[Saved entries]
-----

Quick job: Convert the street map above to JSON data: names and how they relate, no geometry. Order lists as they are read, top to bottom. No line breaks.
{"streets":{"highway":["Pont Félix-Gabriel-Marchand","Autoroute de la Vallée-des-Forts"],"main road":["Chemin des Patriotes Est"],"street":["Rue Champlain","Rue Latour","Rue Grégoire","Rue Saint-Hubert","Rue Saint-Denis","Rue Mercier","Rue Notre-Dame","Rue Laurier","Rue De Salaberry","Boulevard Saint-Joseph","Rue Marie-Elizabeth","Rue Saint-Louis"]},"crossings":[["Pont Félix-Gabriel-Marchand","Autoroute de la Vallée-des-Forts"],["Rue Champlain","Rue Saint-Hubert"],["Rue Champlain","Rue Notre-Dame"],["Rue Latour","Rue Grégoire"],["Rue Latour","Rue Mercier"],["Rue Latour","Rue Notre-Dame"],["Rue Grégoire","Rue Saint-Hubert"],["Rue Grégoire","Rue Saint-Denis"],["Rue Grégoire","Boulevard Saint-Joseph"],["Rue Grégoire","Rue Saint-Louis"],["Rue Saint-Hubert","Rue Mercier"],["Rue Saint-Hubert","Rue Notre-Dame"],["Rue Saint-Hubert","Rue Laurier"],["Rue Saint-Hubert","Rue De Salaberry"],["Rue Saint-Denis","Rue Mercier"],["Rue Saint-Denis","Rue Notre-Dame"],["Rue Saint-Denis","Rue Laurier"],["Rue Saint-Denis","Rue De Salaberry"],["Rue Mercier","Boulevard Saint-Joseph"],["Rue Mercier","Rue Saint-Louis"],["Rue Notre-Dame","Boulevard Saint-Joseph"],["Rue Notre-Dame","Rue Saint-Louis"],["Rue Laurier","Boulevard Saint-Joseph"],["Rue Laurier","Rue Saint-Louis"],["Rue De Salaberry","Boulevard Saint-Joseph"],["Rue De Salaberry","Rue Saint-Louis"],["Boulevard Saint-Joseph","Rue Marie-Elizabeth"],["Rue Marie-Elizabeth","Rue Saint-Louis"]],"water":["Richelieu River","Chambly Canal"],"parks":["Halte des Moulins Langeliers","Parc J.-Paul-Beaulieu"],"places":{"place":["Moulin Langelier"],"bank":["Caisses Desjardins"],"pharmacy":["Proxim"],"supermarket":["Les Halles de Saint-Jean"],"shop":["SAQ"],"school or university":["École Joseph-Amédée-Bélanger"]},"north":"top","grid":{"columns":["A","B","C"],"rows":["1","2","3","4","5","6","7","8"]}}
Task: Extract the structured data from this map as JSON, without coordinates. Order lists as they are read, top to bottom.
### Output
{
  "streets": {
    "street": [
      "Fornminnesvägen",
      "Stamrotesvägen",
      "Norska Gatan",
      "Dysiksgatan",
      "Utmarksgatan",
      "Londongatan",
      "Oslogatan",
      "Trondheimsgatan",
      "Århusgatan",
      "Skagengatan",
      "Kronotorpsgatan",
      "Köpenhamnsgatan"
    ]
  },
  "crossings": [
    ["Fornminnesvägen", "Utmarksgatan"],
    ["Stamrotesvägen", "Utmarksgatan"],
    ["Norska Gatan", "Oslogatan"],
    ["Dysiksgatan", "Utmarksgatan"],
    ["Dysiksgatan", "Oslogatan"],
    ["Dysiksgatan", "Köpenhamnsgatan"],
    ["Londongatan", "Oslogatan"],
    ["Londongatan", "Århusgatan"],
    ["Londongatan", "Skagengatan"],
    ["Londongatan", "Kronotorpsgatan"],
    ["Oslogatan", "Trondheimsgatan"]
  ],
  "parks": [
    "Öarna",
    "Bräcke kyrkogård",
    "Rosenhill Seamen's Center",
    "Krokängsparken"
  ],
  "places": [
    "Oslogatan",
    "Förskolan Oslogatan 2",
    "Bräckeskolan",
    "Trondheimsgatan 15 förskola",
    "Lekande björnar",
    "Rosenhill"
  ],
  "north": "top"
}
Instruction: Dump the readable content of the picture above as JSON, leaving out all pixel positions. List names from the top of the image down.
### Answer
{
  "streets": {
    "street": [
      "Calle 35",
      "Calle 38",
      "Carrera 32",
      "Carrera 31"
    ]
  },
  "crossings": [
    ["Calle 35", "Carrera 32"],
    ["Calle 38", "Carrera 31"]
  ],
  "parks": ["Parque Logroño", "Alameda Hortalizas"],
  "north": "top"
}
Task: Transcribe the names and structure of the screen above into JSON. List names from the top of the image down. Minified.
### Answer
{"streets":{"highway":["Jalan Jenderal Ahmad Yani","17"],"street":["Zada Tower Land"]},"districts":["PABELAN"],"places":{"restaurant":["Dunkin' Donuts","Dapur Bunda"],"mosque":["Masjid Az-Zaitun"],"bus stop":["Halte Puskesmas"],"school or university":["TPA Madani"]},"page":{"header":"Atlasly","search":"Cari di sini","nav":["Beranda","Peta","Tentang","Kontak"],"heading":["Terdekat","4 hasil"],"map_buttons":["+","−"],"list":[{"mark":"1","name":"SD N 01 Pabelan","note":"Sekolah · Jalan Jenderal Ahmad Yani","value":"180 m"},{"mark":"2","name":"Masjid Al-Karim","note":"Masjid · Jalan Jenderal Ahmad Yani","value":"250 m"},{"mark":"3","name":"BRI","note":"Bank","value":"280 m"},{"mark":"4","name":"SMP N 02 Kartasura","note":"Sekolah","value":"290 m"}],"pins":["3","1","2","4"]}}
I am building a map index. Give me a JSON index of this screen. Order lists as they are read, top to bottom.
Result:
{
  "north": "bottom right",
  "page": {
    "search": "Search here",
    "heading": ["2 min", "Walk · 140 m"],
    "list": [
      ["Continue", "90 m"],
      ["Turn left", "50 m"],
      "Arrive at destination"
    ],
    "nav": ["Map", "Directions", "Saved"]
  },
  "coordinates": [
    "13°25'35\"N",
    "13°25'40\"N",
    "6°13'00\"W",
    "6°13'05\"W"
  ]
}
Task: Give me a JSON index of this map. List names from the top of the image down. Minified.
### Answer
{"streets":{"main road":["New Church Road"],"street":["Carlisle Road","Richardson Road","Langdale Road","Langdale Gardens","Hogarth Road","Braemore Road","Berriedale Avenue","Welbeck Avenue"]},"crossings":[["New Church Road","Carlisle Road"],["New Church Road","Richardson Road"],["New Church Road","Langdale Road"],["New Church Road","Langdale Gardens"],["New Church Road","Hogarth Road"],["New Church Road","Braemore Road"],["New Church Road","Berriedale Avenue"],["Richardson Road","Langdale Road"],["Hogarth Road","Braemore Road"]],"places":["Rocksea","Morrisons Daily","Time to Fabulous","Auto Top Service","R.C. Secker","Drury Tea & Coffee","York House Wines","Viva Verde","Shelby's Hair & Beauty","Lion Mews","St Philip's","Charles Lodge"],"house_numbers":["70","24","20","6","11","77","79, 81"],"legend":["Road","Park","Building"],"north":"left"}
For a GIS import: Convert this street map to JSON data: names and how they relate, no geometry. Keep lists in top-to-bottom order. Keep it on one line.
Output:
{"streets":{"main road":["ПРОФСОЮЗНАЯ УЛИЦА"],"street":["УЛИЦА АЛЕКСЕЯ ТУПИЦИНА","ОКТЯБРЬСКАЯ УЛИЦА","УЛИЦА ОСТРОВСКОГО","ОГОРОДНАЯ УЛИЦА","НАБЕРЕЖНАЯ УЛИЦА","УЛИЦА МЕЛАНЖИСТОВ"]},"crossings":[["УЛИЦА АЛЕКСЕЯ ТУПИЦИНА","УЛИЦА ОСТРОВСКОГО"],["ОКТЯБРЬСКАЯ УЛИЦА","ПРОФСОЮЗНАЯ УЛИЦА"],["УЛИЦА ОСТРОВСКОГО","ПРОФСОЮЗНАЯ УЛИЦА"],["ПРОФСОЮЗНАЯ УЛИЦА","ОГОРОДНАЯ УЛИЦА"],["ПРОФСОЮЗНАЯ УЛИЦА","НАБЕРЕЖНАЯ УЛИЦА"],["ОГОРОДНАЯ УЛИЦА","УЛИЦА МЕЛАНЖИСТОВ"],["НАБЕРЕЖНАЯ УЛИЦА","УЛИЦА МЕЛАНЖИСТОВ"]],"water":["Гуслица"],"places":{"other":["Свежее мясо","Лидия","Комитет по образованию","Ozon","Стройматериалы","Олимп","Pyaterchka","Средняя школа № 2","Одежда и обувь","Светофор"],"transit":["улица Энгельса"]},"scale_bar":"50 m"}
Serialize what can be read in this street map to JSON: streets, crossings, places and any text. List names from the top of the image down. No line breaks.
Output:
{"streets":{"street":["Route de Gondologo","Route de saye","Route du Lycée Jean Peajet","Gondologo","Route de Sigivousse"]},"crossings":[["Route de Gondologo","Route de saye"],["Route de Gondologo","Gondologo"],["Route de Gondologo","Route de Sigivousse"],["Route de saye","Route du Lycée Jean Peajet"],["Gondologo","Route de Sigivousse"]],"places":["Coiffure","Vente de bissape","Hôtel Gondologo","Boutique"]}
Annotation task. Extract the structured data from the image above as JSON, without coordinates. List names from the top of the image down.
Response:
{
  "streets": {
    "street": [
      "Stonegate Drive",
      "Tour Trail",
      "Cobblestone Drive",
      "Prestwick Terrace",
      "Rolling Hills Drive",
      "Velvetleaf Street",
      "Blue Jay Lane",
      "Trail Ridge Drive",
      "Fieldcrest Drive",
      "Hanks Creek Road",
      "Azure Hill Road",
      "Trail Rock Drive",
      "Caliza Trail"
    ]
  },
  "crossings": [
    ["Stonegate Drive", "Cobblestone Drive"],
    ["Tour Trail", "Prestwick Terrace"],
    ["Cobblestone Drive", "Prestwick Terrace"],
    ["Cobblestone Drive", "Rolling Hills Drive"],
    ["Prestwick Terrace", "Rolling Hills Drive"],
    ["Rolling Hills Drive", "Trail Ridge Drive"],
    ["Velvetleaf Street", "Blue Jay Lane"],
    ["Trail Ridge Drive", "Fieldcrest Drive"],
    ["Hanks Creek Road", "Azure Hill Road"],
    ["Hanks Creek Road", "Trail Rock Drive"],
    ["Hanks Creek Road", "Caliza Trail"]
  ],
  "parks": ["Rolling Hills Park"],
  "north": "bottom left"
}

-----

> Exercise objective:
Above are the records; repeat exactly the lines from the one holding "Instruction: Dump the" down to the one holding "Task: Transcribe the", end lines included.

> Finished exercise:
Instruction: Dump the readable content of the picture above as JSON, leaving out all pixel positions. List names from the top of the image down.
### Answer
{
  "streets": {
    "street": [
      "Calle 35",
      "Calle 38",
      "Carrera 32",
      "Carrera 31"
    ]
  },
  "crossings": [
    ["Calle 35", "Carrera 32"],
    ["Calle 38", "Carrera 31"]
  ],
  "parks": ["Parque Logroño", "Alameda Hortalizas"],
  "north": "top"
}
Task: Transcribe the names and structure of the screen above into JSON. List names from the top of the image down. Minified.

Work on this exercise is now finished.